Records excerpted from a collection:
┌──

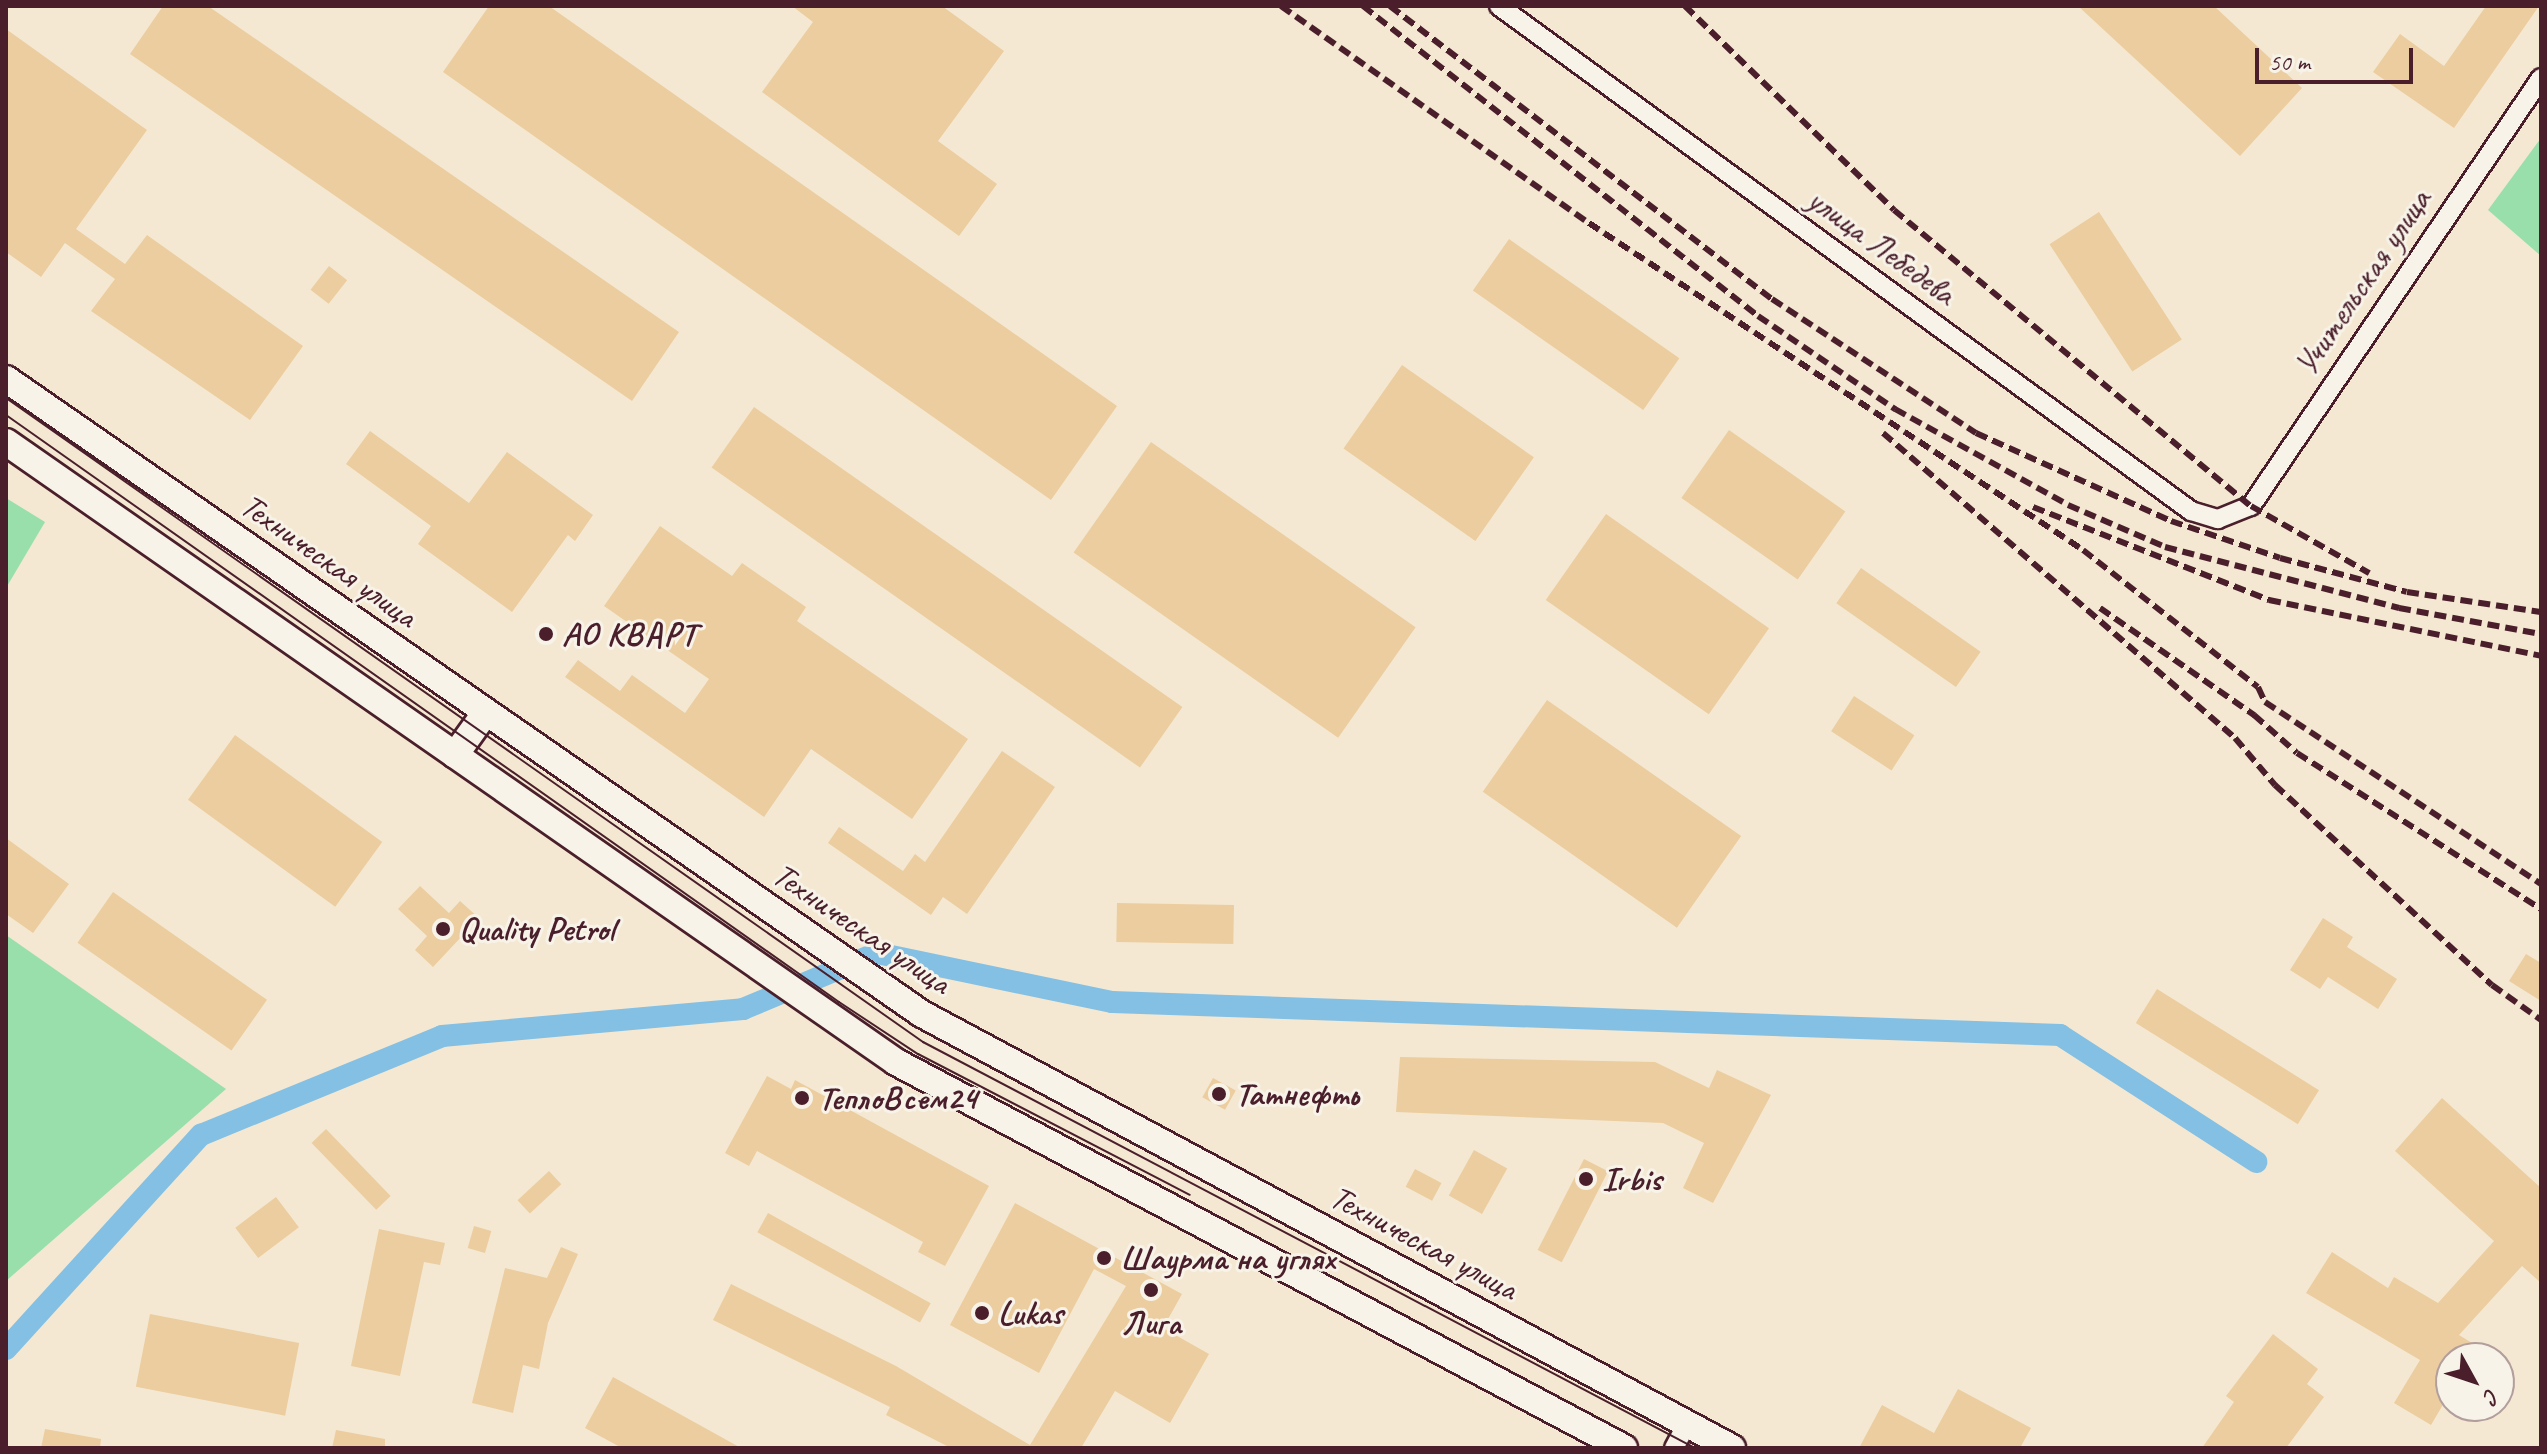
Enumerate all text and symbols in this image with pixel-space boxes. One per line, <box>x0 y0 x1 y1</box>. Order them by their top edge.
scale bar <box>2259 32 2417 82</box>
text: 50 m <box>2269 47 2310 77</box>
street label: улица Лебедева <box>1800 179 1964 313</box>
street label: Учительская улица <box>2284 180 2440 384</box>
street label: Техническая улица <box>232 483 426 637</box>
place label: АО КВАРТ <box>562 614 694 654</box>
marker: АО КВАРТ <box>537 625 555 643</box>
street label: Техническая улица <box>764 853 960 1003</box>
place label: Quality Petrol <box>459 909 614 949</box>
marker: Quality Petrol <box>434 920 452 938</box>
place label: Татнефть <box>1235 1074 1358 1114</box>
place label: ТеплоВсем24 <box>818 1078 977 1118</box>
marker: Татнефть <box>1210 1085 1228 1103</box>
marker: ТеплоВсем24 <box>793 1089 811 1107</box>
place label: Irbis <box>1602 1159 1661 1199</box>
marker: Irbis <box>1577 1170 1595 1188</box>
street label: Техническая улица <box>1322 1175 1526 1309</box>
place label: Шаурма на углях <box>1120 1238 1331 1278</box>
marker: Шаурма на углях <box>1095 1249 1113 1267</box>
marker: Лига <box>1142 1281 1160 1299</box>
place label: Lukas <box>998 1293 1063 1333</box>
place label: Лига <box>1121 1303 1181 1343</box>
marker: Lukas <box>973 1304 991 1322</box>
north arrow <box>2435 1342 2515 1422</box>
text: С <box>2478 1383 2506 1409</box>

└──

TASK TO COMPLETE: Could you transcribe every entry exactly, leaving out the pictures?

EXERCISE SOLUTION:
Enumerate all text and symbols in this image with pixel-space boxes. One per line, <box>x0 y0 x1 y1</box>. Order them by their top edge.
scale bar <box>2259 32 2417 82</box>
text: 50 m <box>2269 47 2310 77</box>
street label: улица Лебедева <box>1800 179 1964 313</box>
street label: Учительская улица <box>2284 180 2440 384</box>
street label: Техническая улица <box>232 483 426 637</box>
place label: АО КВАРТ <box>562 614 694 654</box>
marker: АО КВАРТ <box>537 625 555 643</box>
street label: Техническая улица <box>764 853 960 1003</box>
place label: Quality Petrol <box>459 909 614 949</box>
marker: Quality Petrol <box>434 920 452 938</box>
place label: Татнефть <box>1235 1074 1358 1114</box>
place label: ТеплоВсем24 <box>818 1078 977 1118</box>
marker: Татнефть <box>1210 1085 1228 1103</box>
marker: ТеплоВсем24 <box>793 1089 811 1107</box>
place label: Irbis <box>1602 1159 1661 1199</box>
marker: Irbis <box>1577 1170 1595 1188</box>
street label: Техническая улица <box>1322 1175 1526 1309</box>
place label: Шаурма на углях <box>1120 1238 1331 1278</box>
marker: Шаурма на углях <box>1095 1249 1113 1267</box>
marker: Лига <box>1142 1281 1160 1299</box>
place label: Lukas <box>998 1293 1063 1333</box>
place label: Лига <box>1121 1303 1181 1343</box>
marker: Lukas <box>973 1304 991 1322</box>
north arrow <box>2435 1342 2515 1422</box>
text: С <box>2478 1383 2506 1409</box>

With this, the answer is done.